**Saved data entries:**
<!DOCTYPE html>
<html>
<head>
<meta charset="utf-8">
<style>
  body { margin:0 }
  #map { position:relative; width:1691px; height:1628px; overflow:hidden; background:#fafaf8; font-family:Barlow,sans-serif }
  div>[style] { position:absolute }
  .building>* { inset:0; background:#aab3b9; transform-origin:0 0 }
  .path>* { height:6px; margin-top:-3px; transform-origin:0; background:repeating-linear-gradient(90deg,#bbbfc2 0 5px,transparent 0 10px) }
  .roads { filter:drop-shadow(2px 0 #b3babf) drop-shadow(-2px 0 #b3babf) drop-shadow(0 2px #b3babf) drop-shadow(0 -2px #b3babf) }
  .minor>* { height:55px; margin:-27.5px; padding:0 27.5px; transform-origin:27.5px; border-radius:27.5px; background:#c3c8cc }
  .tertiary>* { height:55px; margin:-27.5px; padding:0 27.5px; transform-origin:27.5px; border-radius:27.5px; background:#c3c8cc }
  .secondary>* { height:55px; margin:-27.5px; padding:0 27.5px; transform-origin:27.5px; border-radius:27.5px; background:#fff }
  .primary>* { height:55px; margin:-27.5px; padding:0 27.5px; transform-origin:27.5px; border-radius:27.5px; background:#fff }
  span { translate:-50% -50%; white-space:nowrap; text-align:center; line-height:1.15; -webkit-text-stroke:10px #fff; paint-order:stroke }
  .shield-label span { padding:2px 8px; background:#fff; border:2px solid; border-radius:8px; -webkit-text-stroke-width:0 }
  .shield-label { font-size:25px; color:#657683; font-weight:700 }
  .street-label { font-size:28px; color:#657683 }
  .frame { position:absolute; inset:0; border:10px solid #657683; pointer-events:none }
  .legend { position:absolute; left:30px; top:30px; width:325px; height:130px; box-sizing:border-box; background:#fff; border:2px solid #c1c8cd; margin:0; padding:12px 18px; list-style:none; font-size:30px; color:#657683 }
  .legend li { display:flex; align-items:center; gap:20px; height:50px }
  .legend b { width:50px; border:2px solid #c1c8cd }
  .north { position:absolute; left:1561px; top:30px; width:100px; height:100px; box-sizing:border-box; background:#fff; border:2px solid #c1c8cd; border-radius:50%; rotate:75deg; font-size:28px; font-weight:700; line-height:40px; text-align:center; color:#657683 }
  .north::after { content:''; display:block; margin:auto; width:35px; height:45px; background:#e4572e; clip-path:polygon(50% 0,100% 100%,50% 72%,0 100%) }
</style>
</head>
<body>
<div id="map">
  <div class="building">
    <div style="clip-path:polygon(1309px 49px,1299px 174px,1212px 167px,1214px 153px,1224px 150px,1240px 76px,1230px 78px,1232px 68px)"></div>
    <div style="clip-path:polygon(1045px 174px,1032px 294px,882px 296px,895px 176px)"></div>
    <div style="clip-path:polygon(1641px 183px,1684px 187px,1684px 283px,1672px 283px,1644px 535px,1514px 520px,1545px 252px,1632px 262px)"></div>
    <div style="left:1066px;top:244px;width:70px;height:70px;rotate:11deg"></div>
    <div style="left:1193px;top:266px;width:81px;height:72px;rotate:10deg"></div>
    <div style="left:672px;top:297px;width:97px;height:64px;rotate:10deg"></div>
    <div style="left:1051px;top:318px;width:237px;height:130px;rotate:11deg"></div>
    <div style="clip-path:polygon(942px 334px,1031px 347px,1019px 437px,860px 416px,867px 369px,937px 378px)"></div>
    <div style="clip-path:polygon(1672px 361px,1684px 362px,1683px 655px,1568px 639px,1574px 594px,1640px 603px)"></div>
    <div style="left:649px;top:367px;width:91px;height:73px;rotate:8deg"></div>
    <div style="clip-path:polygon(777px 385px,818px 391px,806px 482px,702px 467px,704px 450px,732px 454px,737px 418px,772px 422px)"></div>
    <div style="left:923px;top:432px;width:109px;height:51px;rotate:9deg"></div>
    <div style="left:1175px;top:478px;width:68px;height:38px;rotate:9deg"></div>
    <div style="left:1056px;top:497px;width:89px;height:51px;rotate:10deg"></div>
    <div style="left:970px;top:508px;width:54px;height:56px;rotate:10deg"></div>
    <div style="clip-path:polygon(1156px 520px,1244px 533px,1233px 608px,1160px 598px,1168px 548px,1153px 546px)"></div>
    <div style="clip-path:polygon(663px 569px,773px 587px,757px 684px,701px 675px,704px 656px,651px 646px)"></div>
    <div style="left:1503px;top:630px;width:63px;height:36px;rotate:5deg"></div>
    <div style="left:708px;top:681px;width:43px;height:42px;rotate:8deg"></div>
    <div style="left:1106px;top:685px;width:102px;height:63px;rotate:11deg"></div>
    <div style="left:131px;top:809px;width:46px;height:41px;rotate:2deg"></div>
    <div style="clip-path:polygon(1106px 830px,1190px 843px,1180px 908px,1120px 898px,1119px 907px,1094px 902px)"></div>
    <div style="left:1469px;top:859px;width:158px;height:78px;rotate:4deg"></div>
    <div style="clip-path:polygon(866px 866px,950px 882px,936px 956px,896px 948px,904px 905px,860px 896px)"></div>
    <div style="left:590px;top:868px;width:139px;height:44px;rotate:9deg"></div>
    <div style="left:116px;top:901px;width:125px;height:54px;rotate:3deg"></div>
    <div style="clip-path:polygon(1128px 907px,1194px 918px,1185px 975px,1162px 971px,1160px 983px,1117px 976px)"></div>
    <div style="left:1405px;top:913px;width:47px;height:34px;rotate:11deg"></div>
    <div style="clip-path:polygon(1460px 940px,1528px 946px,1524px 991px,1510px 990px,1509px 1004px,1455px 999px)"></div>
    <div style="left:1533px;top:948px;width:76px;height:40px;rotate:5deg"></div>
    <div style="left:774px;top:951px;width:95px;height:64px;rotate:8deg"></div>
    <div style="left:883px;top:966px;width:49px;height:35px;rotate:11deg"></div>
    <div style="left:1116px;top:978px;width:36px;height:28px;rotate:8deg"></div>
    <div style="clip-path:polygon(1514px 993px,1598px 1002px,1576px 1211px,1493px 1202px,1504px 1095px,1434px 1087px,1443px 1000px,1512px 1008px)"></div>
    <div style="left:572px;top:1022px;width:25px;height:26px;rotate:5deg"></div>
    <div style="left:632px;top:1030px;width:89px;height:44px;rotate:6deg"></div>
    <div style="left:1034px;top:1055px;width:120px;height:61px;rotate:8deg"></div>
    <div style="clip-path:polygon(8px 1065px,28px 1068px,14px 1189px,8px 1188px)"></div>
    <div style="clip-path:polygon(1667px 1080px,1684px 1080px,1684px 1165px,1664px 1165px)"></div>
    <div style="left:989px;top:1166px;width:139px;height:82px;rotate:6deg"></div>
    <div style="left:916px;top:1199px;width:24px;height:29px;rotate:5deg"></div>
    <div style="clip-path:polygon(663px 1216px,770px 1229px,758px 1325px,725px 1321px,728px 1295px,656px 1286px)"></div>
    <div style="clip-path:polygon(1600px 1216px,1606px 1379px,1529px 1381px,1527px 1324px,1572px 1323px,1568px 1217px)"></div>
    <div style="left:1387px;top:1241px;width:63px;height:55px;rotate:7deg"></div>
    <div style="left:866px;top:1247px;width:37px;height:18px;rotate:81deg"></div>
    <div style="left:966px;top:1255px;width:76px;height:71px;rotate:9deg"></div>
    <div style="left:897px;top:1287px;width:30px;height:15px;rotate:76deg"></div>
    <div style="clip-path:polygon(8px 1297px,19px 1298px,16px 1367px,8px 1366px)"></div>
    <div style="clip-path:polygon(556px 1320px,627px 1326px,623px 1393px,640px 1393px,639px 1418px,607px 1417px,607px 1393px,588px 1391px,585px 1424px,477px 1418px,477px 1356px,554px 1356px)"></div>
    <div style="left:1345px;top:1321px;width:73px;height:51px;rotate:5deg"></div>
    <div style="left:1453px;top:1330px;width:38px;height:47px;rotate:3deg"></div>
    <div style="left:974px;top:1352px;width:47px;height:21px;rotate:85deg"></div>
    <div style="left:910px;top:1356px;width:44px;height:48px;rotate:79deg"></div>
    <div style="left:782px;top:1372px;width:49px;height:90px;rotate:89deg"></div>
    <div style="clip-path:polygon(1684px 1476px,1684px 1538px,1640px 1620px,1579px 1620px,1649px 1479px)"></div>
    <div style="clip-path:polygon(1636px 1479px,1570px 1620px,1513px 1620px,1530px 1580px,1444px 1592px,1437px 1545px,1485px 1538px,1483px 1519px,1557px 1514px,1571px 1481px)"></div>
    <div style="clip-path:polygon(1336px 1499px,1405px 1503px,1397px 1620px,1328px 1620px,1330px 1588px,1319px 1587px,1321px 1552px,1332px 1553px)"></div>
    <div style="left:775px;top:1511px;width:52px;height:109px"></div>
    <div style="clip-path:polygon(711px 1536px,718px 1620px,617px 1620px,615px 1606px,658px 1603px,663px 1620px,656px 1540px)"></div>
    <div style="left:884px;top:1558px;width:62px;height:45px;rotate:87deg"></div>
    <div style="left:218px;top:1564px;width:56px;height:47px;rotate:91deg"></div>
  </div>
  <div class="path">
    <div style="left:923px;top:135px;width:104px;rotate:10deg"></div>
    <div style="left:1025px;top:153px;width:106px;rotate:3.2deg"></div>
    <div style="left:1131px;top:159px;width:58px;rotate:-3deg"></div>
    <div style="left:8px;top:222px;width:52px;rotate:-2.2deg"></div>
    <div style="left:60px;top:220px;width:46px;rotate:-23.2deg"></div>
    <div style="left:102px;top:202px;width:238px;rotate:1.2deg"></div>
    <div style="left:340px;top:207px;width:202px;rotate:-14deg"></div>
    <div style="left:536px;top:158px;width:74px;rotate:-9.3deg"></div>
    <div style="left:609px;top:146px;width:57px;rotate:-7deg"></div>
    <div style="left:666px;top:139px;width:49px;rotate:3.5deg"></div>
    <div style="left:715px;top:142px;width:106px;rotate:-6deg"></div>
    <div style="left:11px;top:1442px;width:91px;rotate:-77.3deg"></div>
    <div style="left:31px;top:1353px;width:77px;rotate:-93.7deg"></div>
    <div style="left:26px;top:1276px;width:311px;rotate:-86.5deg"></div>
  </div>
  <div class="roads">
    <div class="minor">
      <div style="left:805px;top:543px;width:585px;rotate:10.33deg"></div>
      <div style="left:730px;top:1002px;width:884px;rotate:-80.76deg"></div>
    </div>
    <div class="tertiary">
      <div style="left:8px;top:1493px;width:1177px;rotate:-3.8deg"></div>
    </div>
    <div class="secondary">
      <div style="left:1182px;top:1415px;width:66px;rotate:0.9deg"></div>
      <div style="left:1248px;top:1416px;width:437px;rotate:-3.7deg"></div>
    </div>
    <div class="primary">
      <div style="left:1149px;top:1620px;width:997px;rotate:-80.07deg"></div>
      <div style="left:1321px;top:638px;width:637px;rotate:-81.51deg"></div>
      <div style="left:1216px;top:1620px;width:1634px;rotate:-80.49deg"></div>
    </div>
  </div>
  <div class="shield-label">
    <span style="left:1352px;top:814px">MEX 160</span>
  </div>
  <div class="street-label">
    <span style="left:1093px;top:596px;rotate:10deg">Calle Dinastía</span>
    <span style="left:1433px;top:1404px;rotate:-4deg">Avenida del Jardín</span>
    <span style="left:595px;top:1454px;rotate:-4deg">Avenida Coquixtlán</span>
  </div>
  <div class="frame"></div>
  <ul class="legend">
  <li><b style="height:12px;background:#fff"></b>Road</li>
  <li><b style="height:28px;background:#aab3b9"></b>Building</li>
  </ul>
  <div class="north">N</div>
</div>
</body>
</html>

**EXERCISE GOAL:**
From the data, pick out every line that includes "roads".

**RESULT OF THIS EXERCISE:**
  .roads { filter:drop-shadow(2px 0 #b3babf) drop-shadow(-2px 0 #b3babf) drop-shadow(0 2px #b3babf) drop-shadow(0 -2px #b3babf) }
  <div class="roads">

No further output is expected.